Hi,
We have a R81.10 cluster that we were trying to upgrade to R81.20 but it failed as it caused a partial outage. After some investigation it appears to be ClusterXL/OSPF related.
Please see sequence of events below
* The secondary firewall was upgraded to R81.20 first and we lost connection to the box as my management connection also goes through OSPF. cphaprob on the active one was ACTIVE/LOST
* Changed the version to R81.20 in Smart console and pushed the policy to the newly upgraded secondary without any issues.
* TAC suggested to upgrade to primary so the cluster can be established and we can troubleshoot further.
* At this point outage starts with all ospf interfaces not able to connect. On the peer routers the state is INIT. Traffic is now passing through secondary.
* Both firewalls are upgraded and I can now connect to both of them, however all the traffic dependent on ospf are still down.
* At this stage I am asked to rollback the change since I had already gone over the outage window.

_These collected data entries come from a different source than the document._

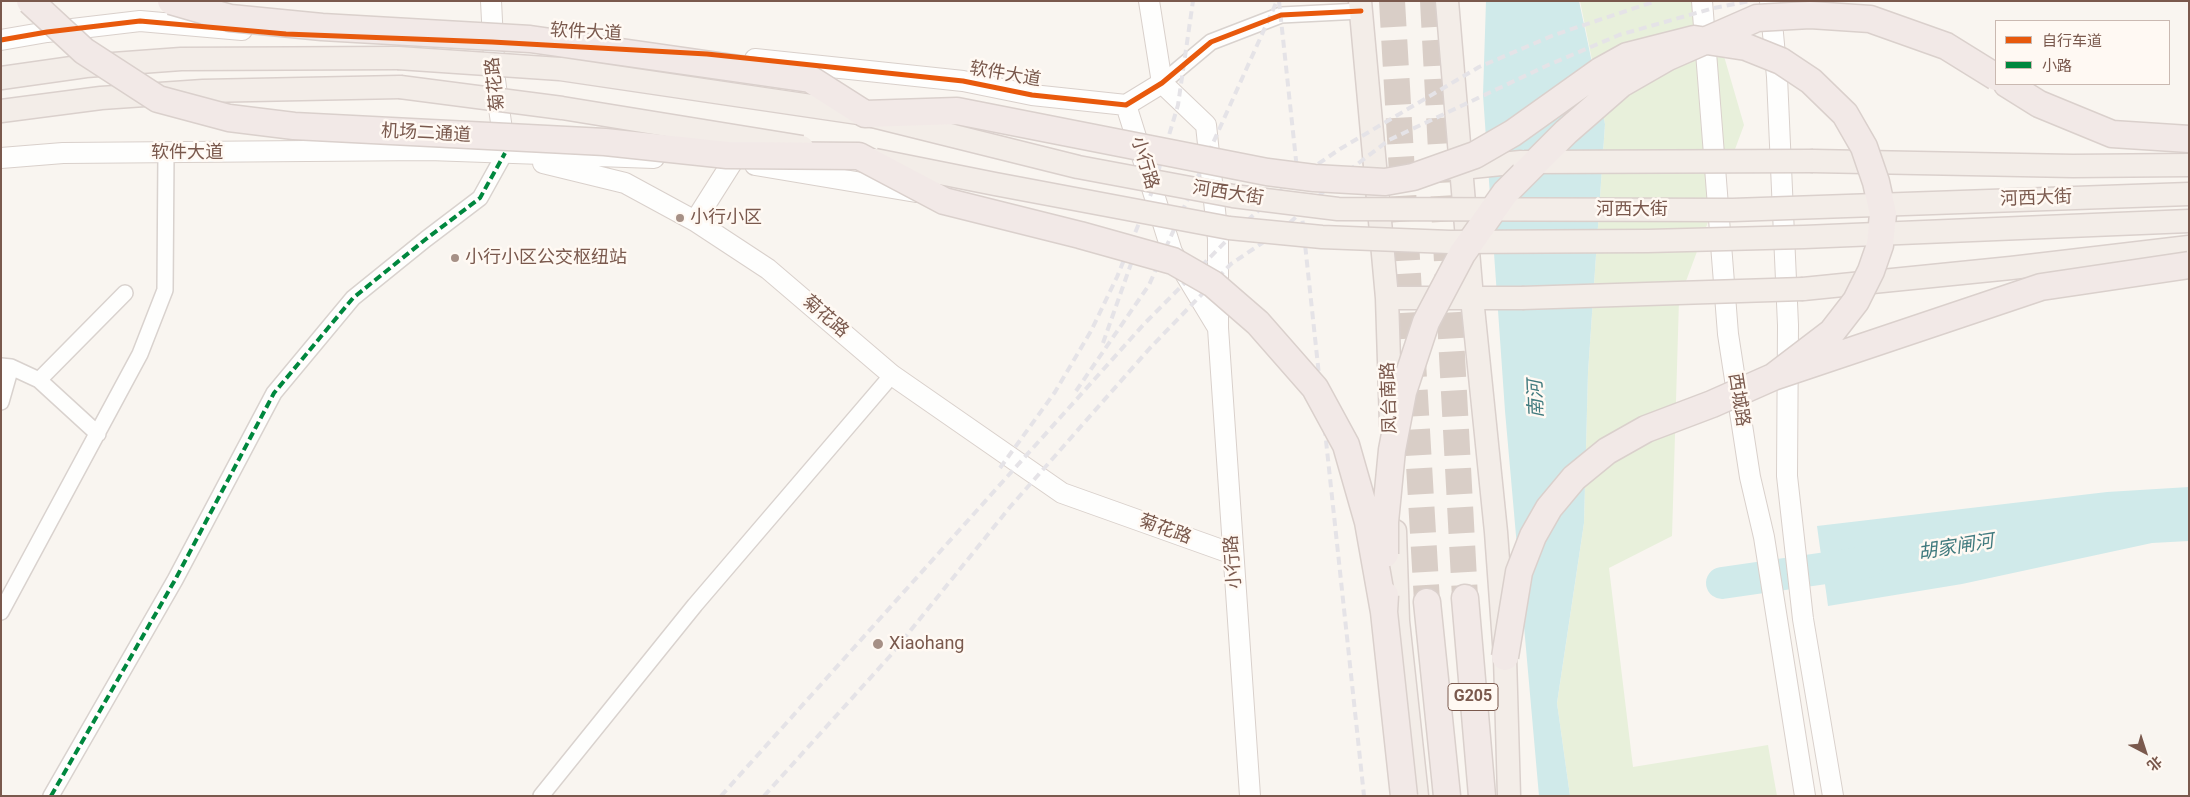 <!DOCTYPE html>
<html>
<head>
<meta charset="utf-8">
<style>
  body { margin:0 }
  #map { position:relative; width:2190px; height:797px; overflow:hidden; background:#f9f5f0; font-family:Roboto,"Noto Sans SC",sans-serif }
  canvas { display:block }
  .frame { position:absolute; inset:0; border:2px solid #7a594d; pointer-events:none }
  .legend { position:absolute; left:1995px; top:20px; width:175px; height:65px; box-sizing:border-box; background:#fff9f3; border:1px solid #cab9b1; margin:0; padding:6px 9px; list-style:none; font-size:15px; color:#7a594d }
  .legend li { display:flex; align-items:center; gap:10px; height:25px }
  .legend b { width:25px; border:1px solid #cab9b1 }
  .north { position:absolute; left:2120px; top:727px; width:50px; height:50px; -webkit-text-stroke:4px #fff9f3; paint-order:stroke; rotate:140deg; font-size:14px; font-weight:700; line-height:20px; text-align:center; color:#7a594d }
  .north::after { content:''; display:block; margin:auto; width:18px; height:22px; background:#7a594d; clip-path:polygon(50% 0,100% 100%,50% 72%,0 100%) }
</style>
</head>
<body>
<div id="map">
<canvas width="2190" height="797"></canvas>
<div class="frame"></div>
<ul class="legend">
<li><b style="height:6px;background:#e8590c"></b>自行车道</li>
<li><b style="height:6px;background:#00873e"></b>小路</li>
</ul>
<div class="north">北</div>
</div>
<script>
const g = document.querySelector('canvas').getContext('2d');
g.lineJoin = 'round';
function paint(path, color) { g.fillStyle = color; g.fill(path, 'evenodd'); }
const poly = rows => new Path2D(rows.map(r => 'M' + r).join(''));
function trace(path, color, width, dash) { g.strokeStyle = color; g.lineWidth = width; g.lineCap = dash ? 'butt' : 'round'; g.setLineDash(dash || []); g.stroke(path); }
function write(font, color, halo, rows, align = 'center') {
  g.font = font + ' Roboto,"Noto Sans SC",sans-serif'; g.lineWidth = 5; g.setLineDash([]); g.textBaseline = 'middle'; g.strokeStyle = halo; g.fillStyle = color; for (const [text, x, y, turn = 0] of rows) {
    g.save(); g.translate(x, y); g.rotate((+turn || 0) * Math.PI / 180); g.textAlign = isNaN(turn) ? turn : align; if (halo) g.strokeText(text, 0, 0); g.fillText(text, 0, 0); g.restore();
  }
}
const green = poly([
  [1580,1,1708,1,1744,125,1679,300,1672,536,1609,568,1633,767,1768,745,1777,796,1570,796,1557,703,1584,523,1588,372,1605,124]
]);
const water = poly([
  [1486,1,1579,1,1605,124,1588,372,1584,523,1557,703,1570,796,1539,796,1505,411,1483,95],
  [2189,487,2189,541,2152,543,1962,584,1828,606,1817,526,2107,492]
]);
const river = poly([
  [1722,583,1868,562]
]);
const highwayTunnel = poly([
  [1392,1,1427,602],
  [1433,1,1465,598]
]);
const street = poly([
  [1162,83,1211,42,1281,15,1361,11],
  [1,366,11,367,39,380,98,434],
  [39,380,125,293],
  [1,402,11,367],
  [1,612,140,354,165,290,166,153],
  [51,796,175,580,274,393,353,298,426,239,480,198,505,153],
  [541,796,695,605,892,375]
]);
const secondary = poly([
  [491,1,495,80,505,151],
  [1149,1,1162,83],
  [1702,1,1728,334,1750,477,1764,537,1805,796],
  [1770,1,1777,77,1788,325,1787,476,1803,619,1833,796],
  [1,40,47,32,140,21,242,30],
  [755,59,963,81,1032,95,1126,105,1162,83],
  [1162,83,1206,125,1218,239,1218,328,1250,796],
  [1126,105,1172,252,1218,328],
  [1,158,63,153,429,150,654,158],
  [543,163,625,183,695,221,768,269,892,375,1062,493,1233,554],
  [755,165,916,192],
  [695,221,733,161]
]);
const primary = poly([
  [1360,1,1387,298,1391,424],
  [1447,1,1472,298,1496,532,1505,657,1509,796],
  [1,78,86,66,181,59,398,58],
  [1,111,101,98,203,91,400,87],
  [1813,161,2073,166,2189,165],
  [1452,169,1521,162],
  [1803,289,2011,268,2189,247],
  [1387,298,1522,298],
  [1395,531,1398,621,1417,796]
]);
const highway = poly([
  [2007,84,2039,104,2112,134,2189,139],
  [1465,598,1482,796],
  [1427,602,1447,796]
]);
const rail = poly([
  [1279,1,1364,796],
  [1103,343,1138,244],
  [1076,391,1149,285,1277,1],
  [1000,468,1055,392,1091,331,1117,277,1153,189,1178,105,1193,1],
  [721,796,1144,324,1239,228,1287,185,1340,149,1479,67,1554,35,1656,1],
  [764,796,890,656,1010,507,1150,348,1231,264,1283,229,1335,181,1389,140,1546,66,1619,35,1714,8,1750,1]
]);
const primaryBridge = poly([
  [398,58,560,69,865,114,1078,167,1233,196,1338,209,1733,210,2189,194],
  [400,87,562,108,802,147],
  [875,160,995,184,1229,228,1322,237,1450,242,1648,241,1804,237,2189,221],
  [1524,162,1813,161],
  [1522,298,1803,289]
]);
const highwayBridge = poly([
  [30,1,84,51,158,99,229,118,294,126,605,142,727,155,859,156,944,201,1080,235,1173,261,1213,284,1258,323,1315,388,1346,445,1368,522,1384,612],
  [171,1,230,18,322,27,530,39,810,79,865,114,957,111,1267,172,1314,178,1385,182,1413,177,1475,155,1513,133,1600,71,1627,56,1694,39,1746,47,1781,61,1811,81,1845,114,1864,147,1876,182,1883,214,1880,245,1871,271,1856,301,1832,332,1773,377],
  [1385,554,1385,522,1392,450,1403,392,1426,322,1462,254,1505,193,1566,132,1621,84,1668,57,1757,18,1810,15,1870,19,1946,46,1996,77],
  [1385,595,1384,612,1404,796],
  [1505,657,1519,572,1533,536,1549,508,1574,478,1607,451,1646,429,1712,404,1773,377,2041,287,2189,265]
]);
const quiet = poly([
  [51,796,175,580,274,393,353,298,426,239,480,198,505,153]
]);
const cycleway = poly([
  [1,40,47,32,140,21,286,34,492,42,707,54,963,81,1032,95,1126,105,1162,83,1211,42,1281,15,1361,11]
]);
const markers = [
  [680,218,5,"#a69086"],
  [455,258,5,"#a69086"],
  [878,644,6,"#a69086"]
];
const shields = [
  [1473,697,50]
];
const shieldNames = [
  ["G205",1473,697]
];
const streetNames = [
  ["软件大道",586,33,3],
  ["软件大道",1005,75,10],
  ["菊花路",496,84,-96],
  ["机场二通道",426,134,3],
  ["软件大道",187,153],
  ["小行路",1144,163,73],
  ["河西大街",1228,194,9],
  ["河西大街",2036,199,-2],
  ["河西大街",1632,210],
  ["菊花路",825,317,41],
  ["凤台南路",1390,398,-92],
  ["西城路",1738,400,81],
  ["菊花路",1165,530,20],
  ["小行路",1234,562,-94]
];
const poiNames = [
  ["小行小区",690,218],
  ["小行小区公交枢纽站",465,258],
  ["Xiaohang",889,644]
];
const waterNames = [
  ["南河",1537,399,-92],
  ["胡家闸河",1956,548,-9]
];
paint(green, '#e8f0db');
paint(water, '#d0eaea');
trace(river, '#d0eaea', 32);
trace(highwayTunnel, '#d9cec7', 26, [26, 13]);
trace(street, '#d9d2ce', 18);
trace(secondary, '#d9d0cb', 22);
trace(primary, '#dad0cc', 25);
trace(highway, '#dad0cc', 29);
trace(street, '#fefefd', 15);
trace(secondary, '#fefefd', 20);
trace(primary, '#f3ede8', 22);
trace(highway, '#f2e9e7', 26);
trace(rail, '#e5e3e7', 4, [8, 5]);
trace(primaryBridge, '#dad0cc', 25, []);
trace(highwayBridge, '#dad0cc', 29, []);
trace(primaryBridge, '#f3ede8', 22);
trace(highwayBridge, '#f2e9e7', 26);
trace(quiet, '#00873e', 4, [8, 4]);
trace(cycleway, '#e8590c', 5);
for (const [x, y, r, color] of markers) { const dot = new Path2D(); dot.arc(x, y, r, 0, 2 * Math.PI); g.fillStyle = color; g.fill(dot); trace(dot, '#fff9f3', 2); }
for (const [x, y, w] of shields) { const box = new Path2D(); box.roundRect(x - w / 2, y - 13.5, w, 27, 4); g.fillStyle = '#fff9f3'; g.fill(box); trace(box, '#7a594d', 1); }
write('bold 16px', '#7a594d', null, shieldNames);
write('18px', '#7a594d', '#fff9f3', streetNames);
write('18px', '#7a594d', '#fff9f3', poiNames, 'left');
write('italic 19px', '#407a7e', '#fff9f3', waterNames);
</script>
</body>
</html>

* I start downgrade on the primary which is not passing traffic and immediately lose connection as the upgrade starts.
* Install policy works on the primary node after I change the version number on Smart console.
* I downgrade the secondary as well, and everything comes back as it was. Connectivity was restored.
At the time I didn't know it was an OSPF issue but I investigated the routed logs the next day and saw lots of OSPF error messages which indicate the ospf instance did not start.
Jul 29 20:17:07.194789 [routed] ERROR: cpcl_cxl_master_id(1026): Failed to get cluster master information
Jul 29 20:17:07.194789 [routed] ERROR: api_get_member_info(485): failed to get member info selector = 0x81602ad, data = (nil)
Jul 29 20:17:07.194789 [routed] ERROR: cpcl_cxl_master_id(1026): Failed to get cluster master information
Jul 29 20:17:07.194789 [routed] ERROR: cpcl_cxl_master_sync_ip(1070): failed to get master id
Jul 29 20:17:07.194789 [routed] ERROR: api_get_member_info(485): failed to get member info selector = 0x81602ad, data = (nil)
Jul 29 20:17:07.194789 [routed] ERROR: cpcl_cxl_master_id(1026): Failed to get cluster master information
Jul 29 20:17:07.194789 [routed] ERROR: cpcl_cxl_master_sync_ip(1070): failed to get master id
Jul 29 20:17:09.241050 [routed] ERROR: OSPF2 instance default OspfInterfaceUp(4655): not starting protocol on interface 10.169.250.11(bond1.11)
Jul 29 20:17:09.241712 [routed] ERROR: OSPF2 instance default OspfInterfaceUp(4655): not starting protocol on interface 10.169.250.41(bond1.12)
Jul 29 20:17:09.242370 [routed] ERROR: OSPF2 instance default OspfInterfaceUp(4655): not starting protocol on interface 10.170.250.11(bond1.13)
Jul 29 20:17:09.243022 [routed] ERROR: OSPF2 instance default OspfInterfaceUp(4655): not starting protocol on interface 10.170.250.41(bond1.14)
Jul 29 20:17:09.243660 [routed] ERROR: OSPF2 instance default OspfInterfaceUp(4655): not starting protocol on interface 10.170.250.76(bond1.15)
Jul 29 20:17:09.244312 [routed] ERROR: OSPF2 instance default OspfInterfaceUp(4655): not starting protocol on interface 10.170.250.106(bond1.16)
Jul 29 20:17:09.244983 [routed] ERROR: OSPF2 instance default OspfInterfaceUp(4655): not starting protocol on interface 10.170.250.141(bond1.17)
Jul 29 20:17:09.245623 [routed] ERROR: OSPF2 instance default OspfInterfaceUp(4655): not starting protocol on interface 10.170.250.162(bond1.21)
Jul 29 20:17:09.246281 [routed] ERROR: OSPF2 instance default OspfInterfaceUp(4655): not starting protocol on interface 10.170.250.194(bond1.22)
I went through the OSPF configs and router id is the cluster IP on both. Nothing is out of the ordinary. Appreciate any insights you might have on this issue. Apologies for the long description and thank you for your time.